Vocal tract resonances tracking based on voiced and unvoiced speech classification using dynamic programming and fixed interval Kalman smoother


Oezbek I. Y. , Demirekler M.

33rd IEEE International Conference on Acoustics, Speech and Signal Processing, Nevada, United States Of America, 30 March - 04 April 2008, pp.4217-4220 identifier identifier

  • Publication Type: Conference Paper / Full Text
  • Doi Number: 10.1109/icassp.2008.4518585
  • City: Nevada
  • Country: United States Of America
  • Page Numbers: pp.4217-4220

Abstract

This paper presents a systematic framework for accurate estimation of vocal tract resonances (formants) using neither training data nor a phonetic transcription.
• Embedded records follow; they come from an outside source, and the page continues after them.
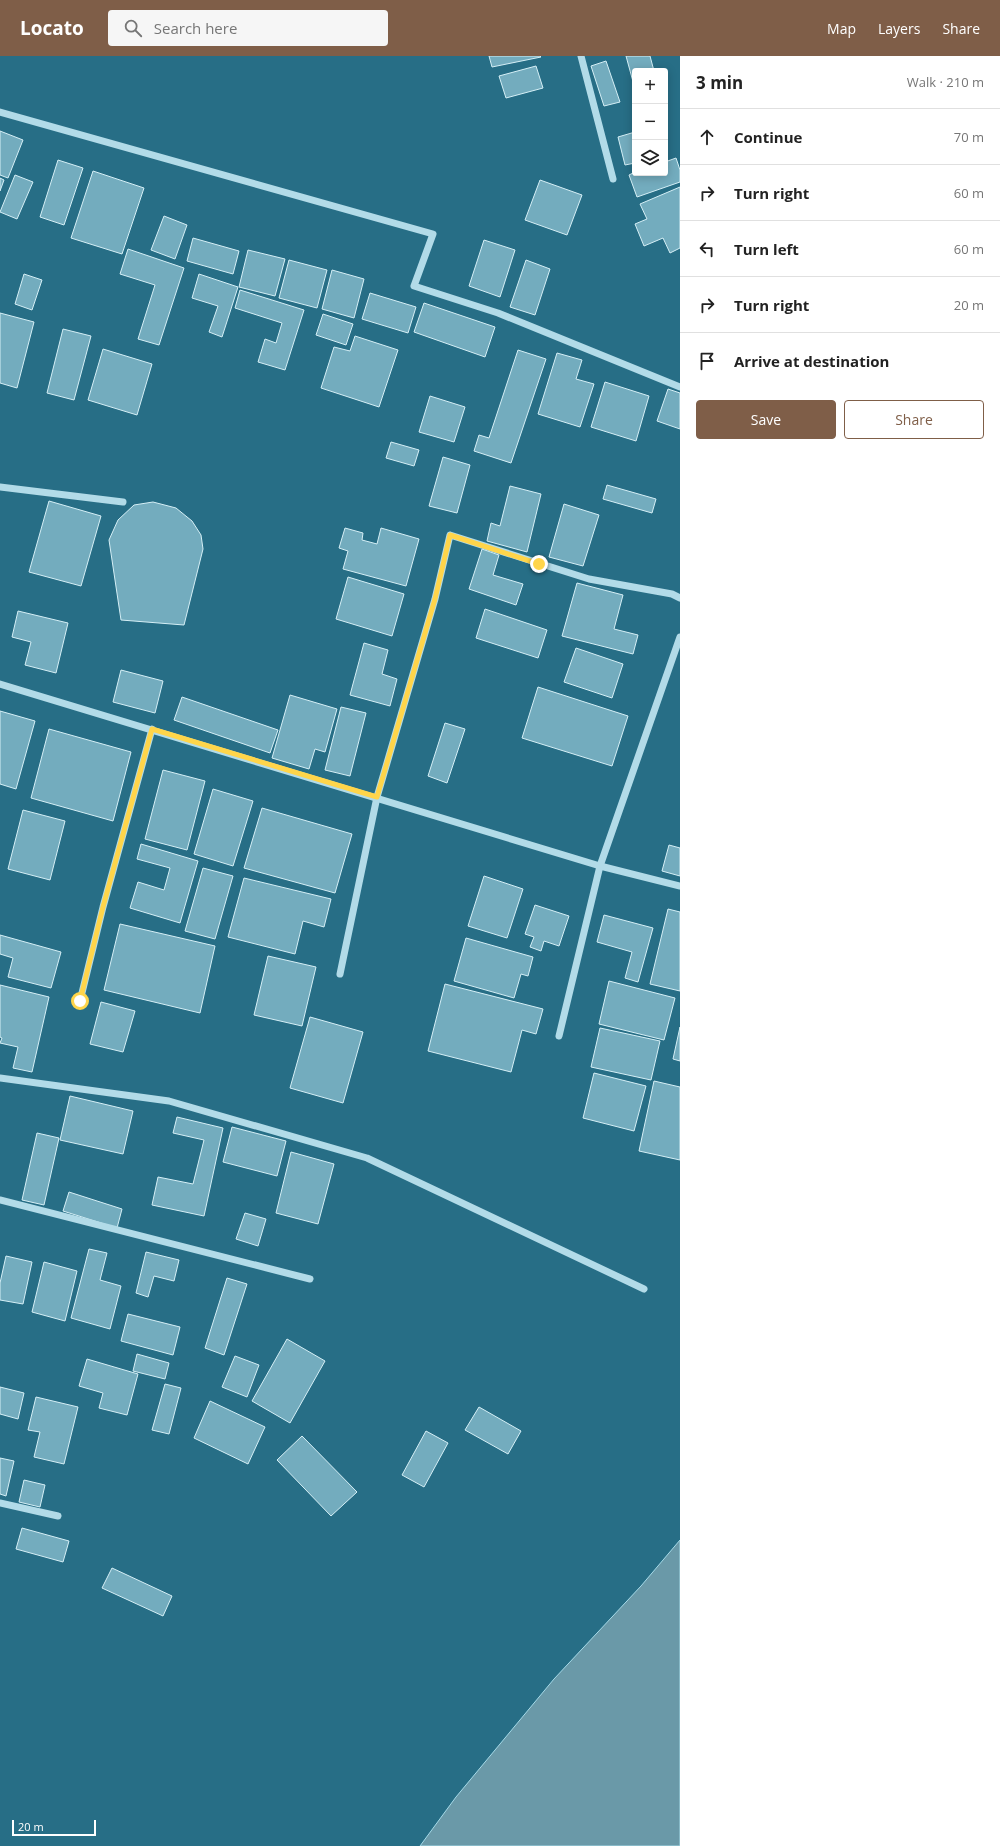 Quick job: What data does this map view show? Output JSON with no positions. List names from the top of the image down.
{
  "scale_bar": "20 m",
  "page": {
    "header": "Locato",
    "search": "Search here",
    "nav": ["Map", "Layers", "Share"],
    "heading": ["3 min", "Walk · 210 m"],
    "map_buttons": ["+", "−"],
    "list": [
      ["Continue", "70 m"],
      ["Turn right", "60 m"],
      ["Turn left", "60 m"],
      ["Turn right", "20 m"],
      "Arrive at destination"
    ],
    "buttons": ["Save", "Share"],
    "scale": "20 m"
  }
} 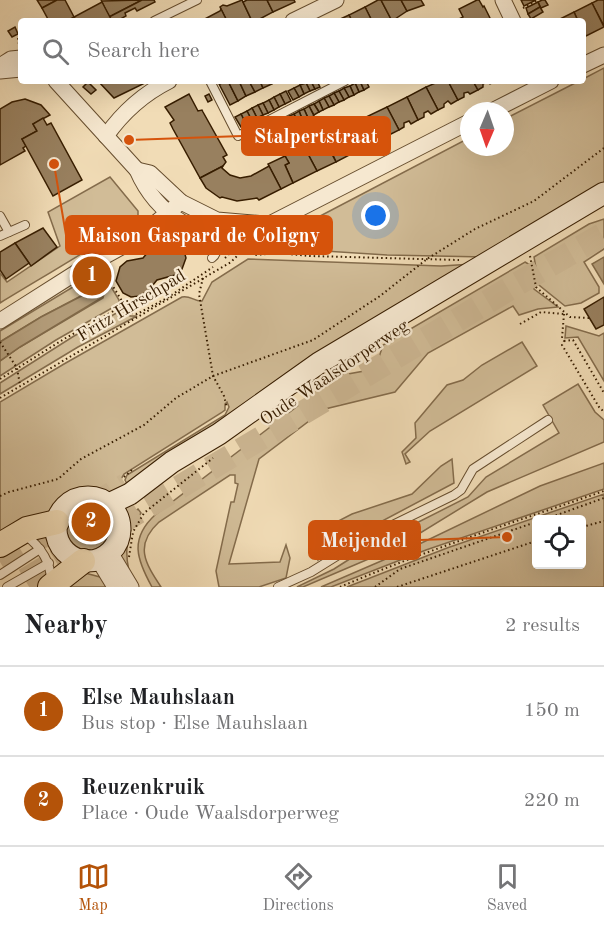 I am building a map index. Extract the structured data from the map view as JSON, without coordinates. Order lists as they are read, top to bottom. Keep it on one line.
{"streets":{"main road":["Oude Waalsdorperweg"],"path":["Fritz Hirschpad"]},"places":["Stalpertstraat","Maison Gaspard de Coligny","Meijendel"],"north":"bottom","page":{"search":"Search here","pins":["1","2"],"heading":["Nearby","2 results"],"list":[{"mark":"1","name":"Else Mauhslaan","note":"Bus stop · Else Mauhslaan","value":"150 m"},{"mark":"2","name":"Reuzenkruik","note":"Place · Oude Waalsdorperweg","value":"220 m"}],"nav":["Map","Directions","Saved"]}}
In the proposed method, the speech signal is segmented in voiced and unvoiced parts and the resonance frequencies of the vocal tract are estimated by dynamic programming and further processed by using Kalman filtering/smoothing for each part. The performance of the proposed method is compared with three different methods which are baseline, WaveSurfer [10] and MSR [5]. The proposed method reduces the overall vocal tract resonances (for F1, F2 and F3) estimation error rate by 35%, 39.6% and 2.74% over the baseline, WaveSurfer and MSR methods respectively.